In perfect complement to the ordinary, the performances in August inject the spectacular, together wielding some of the strongest on screen this season. At the helm of both the cast and the Weston family is Meryl Streep as Violet, a decaying mother addicted to pills, control and contempt. After decades of excellence, Streep continues to captivate on-screen. As Violet, Streep surpasses method-acting camouflage, avoiding repetition and ostentation that could caricature such a vivacious role. Instead, Streep’s tireless devotion to her role yields a complex performance as she varies and revolutionizes Violet to show a true trajectory.
Julia Roberts shows surprising range as Violet’s “favorite” daughter, Barbara, in not only addressing an ailing mother, but also in dealing with the guilt of leaving her family behind in Osage County years ago. Benedict Cumberbatch, often typecasted as intelligentsia, shines as the ignorant Little Charles Aiken, a Weston cousin infantilized by his bully mother, played fabulously by Margo Martindale.
Despite the theatrical tact inherent in the August cast, director John Wells deserves significant credit for balancing the truthfulness and spectacular talent needed to make August a film about ordinary family, but entertainment nonetheless. Without proper direction, the complexities and performances of August could have become overbearing, especially with the number of storylines and characters that intersect in Osage County. Wells and Letts, the latter of whom penned the screenplay, together balance harrowing drama with moments of lighter humor, ensuring that audiences receive some reprieve alongside camaraderie shared over family traumas.

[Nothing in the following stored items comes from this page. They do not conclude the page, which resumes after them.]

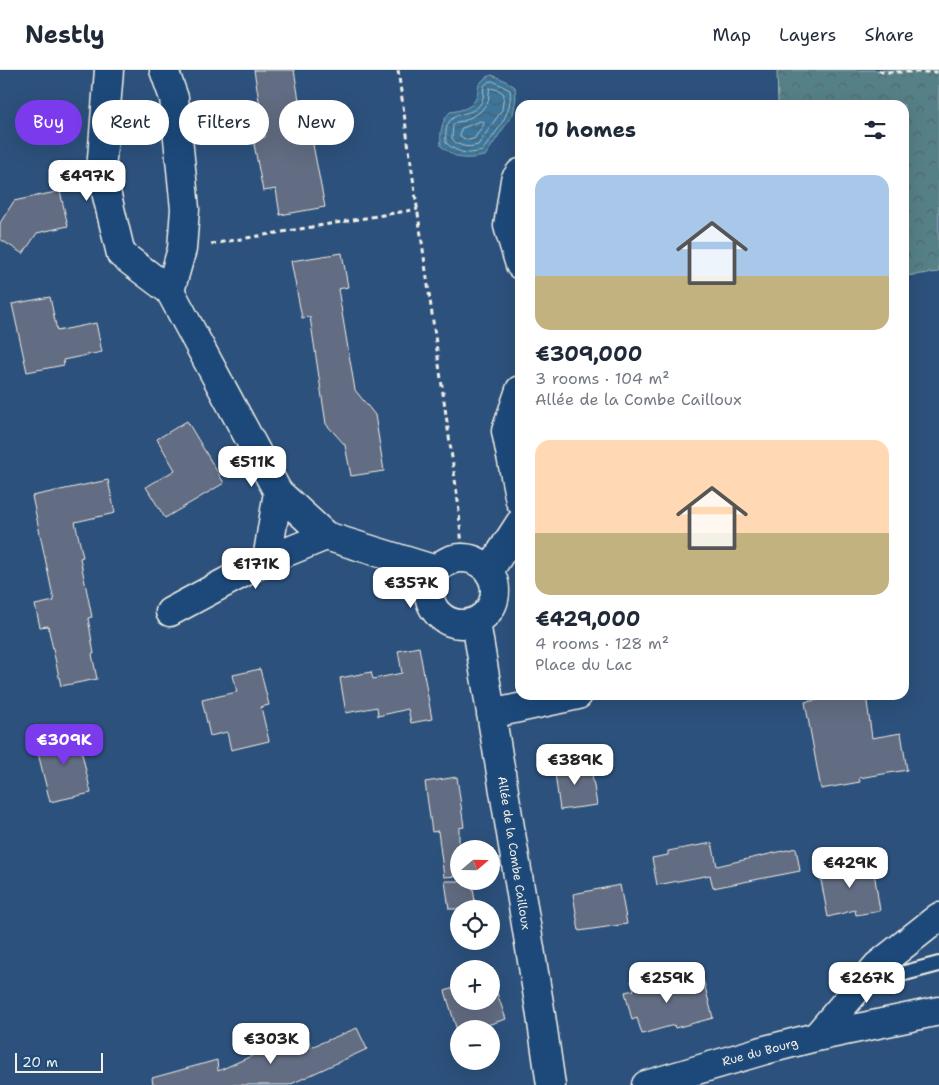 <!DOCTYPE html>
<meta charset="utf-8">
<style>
:root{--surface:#fff;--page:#f2f2f3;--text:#1f2937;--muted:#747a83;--line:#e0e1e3;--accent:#7c3aed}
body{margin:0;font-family:"Shantell Sans",sans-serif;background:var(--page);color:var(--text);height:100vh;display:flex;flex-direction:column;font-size:19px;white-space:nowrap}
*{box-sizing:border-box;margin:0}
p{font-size:16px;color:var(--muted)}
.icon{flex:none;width:28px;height:28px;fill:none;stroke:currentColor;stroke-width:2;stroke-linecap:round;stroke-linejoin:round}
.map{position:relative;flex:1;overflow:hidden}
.panel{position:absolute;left:515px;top:30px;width:394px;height:600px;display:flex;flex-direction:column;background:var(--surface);border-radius:15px;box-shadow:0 5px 20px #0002}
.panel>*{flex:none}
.hud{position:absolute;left:15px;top:30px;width:425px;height:45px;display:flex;gap:10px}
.needle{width:32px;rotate:70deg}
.controls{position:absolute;left:450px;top:770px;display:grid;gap:10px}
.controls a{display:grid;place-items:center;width:50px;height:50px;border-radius:50%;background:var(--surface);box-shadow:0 5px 20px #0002;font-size:25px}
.scale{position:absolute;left:15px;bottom:12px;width:88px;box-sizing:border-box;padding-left:5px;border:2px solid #f4f1e8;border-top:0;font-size:14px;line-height:18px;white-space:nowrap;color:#f4f1e8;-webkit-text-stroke:4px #1f4a7a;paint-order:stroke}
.price{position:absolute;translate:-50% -42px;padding:0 11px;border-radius:10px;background:#fff;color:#222;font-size:16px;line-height:32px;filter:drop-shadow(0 1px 2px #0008)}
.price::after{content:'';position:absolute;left:50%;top:30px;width:15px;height:11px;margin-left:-8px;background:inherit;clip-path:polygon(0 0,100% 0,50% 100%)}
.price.current{background:var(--accent);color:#fff}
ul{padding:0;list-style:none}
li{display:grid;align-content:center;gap:10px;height:265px;padding:0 20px}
li span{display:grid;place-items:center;height:155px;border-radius:15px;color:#555}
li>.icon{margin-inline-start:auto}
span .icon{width:90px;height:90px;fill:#fffc;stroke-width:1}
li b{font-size:21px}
h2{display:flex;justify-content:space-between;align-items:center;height:60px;padding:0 20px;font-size:21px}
.pill{padding:0 18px;border-radius:22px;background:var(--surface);box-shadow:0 5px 20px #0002;font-size:18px;line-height:45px}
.pill.current{background:var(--accent);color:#fff}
header{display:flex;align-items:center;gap:30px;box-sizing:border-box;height:70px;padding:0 25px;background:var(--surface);border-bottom:1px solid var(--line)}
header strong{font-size:24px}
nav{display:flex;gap:28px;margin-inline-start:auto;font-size:18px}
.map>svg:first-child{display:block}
</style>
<header>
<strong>Nestly</strong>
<nav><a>Map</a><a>Layers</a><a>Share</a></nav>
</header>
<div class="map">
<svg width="939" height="1015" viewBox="0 0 939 1015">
<defs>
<pattern id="forest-crowns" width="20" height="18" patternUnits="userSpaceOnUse" patternTransform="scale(1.25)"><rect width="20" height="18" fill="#568087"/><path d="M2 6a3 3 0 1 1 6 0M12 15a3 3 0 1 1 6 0" fill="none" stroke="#50676a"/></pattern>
<pattern id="water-waves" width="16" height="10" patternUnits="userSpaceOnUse" patternTransform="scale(1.25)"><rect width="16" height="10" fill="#3e769a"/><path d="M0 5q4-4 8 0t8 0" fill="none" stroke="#445f70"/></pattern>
</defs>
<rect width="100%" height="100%" fill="#2c517c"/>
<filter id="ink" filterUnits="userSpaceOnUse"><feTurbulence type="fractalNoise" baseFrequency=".02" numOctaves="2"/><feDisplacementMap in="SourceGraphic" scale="10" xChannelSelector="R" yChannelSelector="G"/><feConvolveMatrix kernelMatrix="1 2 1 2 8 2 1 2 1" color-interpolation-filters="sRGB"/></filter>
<g filter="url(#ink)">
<path fill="url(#forest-crowns)" stroke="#a5b8b8" d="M777,0H939V202L904,206V35H778Z"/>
<path fill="url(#water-waves)" stroke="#87a7b9" d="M492,5L504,10L515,17L516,28L513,44L485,86C462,90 459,90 441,76C440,62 441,52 450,42C471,39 477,34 479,14L485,8Z"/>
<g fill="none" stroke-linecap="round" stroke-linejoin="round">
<path stroke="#abc0c9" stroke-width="1" d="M493,11L510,20C513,44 495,63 482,81C467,85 458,83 446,73C442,31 476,54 483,28C484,24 483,20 484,16L488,12Z
M490,18L499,20L504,24L502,40L478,75C467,78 460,77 452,69L453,55L456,52L464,51L480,42L488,32Z
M481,51L484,52V54L474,69L467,70L460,66L461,59Z"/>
</g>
<path fill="#626c82" stroke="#f4f1e8" d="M254,0H294L304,60L310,59L325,137L280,145L276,119L263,121L253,69L265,67Z
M60,121L68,156L37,163L23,184L0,169V153L14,131Z
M342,183L348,217L338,219L355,320L375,345L384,401L351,406L345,375L326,354L310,247L302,248L291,191Z
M50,227L57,261L96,253L102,282L63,290L64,295L27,302L12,234Z
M187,351L224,413L165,448L146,417L175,400L157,369Z
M108,410L115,443L75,452L83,487L80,488L92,547L88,548L94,584H92L97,609L61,616L48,556L40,557L35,535L54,531L32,426Z
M419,577L432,649L411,653L408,639L378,646L377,637L346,643L340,608L371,602L373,609L402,603L398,581Z
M260,599L269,635L261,637L269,671L231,680L227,662L210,666L202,630L237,622L233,605Z
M848,625H866L872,668L901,663L907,700L859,708L860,712L821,719L805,632Z
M76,657L91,723L50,732L38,683L46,681L42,666Z
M590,691L597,735L560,740L554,696Z
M457,707L464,757L459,758V806L444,807L438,761L432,762L425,712Z
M712,773L717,796L796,778L800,801L713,818L710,805L657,815L652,788L668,785V781Z
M872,789L880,841L856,845L855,840L828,847L819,800Z
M445,811H472L476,839H449Z
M620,815L627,854L579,861L573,824Z
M661,904L665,919L703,909L713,948L675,958L674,955L642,964L637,948L632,950L625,922L634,920L631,911Z
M491,906L506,949L475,959H459L458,964L445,921L459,916V931H491Z
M357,958L367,979L289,1015H153L152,1008L217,990L218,1001L267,979L271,985L308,969L311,977Z"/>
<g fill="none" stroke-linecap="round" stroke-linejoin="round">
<defs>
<path id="lane" d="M867,913L939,894"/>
<path id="street" d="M109,0L101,101L121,184L170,221L278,422L326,466L436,500
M164,0L174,28L185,139L182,179L170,221
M520,103L515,110L508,156L520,195
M520,320L506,361L520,431
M429 521a33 33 0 1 1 66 0a33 33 0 1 1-66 0Z
M267,490L278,422
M489,501L520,453
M170,542L267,490L326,466
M476,552L540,939L551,1015
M491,644L578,625
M816,967L877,896L939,847"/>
<path id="secondary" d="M646,1015L765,980L816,967L939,941"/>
</defs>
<use href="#lane" stroke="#f4f1e8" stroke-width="18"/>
<use href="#street" stroke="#f4f1e8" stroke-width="31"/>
<use href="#secondary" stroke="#f4f1e8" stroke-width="31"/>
<path stroke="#f4f1e8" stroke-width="3" stroke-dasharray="5 4" stroke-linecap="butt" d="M398,0L458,431L463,488
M879,0L882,2H939
M211,174L418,139"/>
<use href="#lane" stroke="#1f4a7a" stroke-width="14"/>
<use href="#street" stroke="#1f4a7a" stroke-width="28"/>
<use href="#secondary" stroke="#1f4a7a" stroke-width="28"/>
</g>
</g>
<g text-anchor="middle" stroke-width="5" stroke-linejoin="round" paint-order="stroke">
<g font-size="12" fill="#f4f1e8" stroke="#1f4a7a">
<text transform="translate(514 783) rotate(81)" y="4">Allée de la Combe Cailloux</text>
<text transform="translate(760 982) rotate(-15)" y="4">Rue du Bourg</text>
</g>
</g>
</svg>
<div class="controls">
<a><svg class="needle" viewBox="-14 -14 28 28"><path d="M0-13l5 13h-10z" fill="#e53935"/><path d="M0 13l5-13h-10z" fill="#747a83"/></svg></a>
<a><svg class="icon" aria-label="locate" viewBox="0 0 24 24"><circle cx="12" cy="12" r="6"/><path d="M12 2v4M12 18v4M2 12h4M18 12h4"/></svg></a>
<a>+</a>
<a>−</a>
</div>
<div class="scale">20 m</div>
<b class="price" style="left:87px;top:132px">€497K</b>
<b class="price" style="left:252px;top:418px">€511K</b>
<b class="price" style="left:256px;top:520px">€171K</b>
<b class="price" style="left:411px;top:539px">€357K</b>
<b class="price current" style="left:64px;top:696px">€309K</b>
<b class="price" style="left:575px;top:716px">€389K</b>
<b class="price" style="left:850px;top:819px">€429K</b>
<b class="price" style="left:667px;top:934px">€259K</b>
<b class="price" style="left:867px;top:934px">€267K</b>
<b class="price" style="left:271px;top:995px">€303K</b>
<div class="hud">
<a class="pill current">Buy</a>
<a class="pill">Rent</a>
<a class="pill">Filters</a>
<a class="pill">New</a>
</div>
<section class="panel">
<h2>10 homes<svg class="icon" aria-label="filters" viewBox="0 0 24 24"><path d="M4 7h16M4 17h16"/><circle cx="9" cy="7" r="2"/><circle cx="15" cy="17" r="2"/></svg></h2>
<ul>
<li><span style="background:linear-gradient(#a9c7e8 65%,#c2b280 0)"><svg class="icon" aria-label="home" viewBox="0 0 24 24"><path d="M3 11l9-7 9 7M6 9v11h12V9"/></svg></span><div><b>€309,000</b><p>3 rooms · 104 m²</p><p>Allée de la Combe Cailloux</p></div></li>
<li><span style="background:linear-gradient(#ffd9b3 60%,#c2b280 0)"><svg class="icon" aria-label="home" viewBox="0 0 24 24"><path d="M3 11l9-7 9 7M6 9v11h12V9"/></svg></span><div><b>€429,000</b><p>4 rooms · 128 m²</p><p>Place du Lac</p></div></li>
</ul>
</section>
</div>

Similarly, Wells cleverly bookends dramatic episodes with cinematographer Adriano Goldman’s beautiful shots of Oklahoma, which not only provides a further momentary release from the Weston drama for audiences, but also suggests that perhaps some of their distress derives from the isolated monotony of the land itself.
Granted, the lagging pace and simplicity needed to achieve the authenticity of August: Osage County could tire the impatient few, but for those who consume cinema for reflections, comments and resolutions on the complexity of ordinary life, August: Osage County is a resonant and refreshing film and, hopefully, an indication of more great films to come.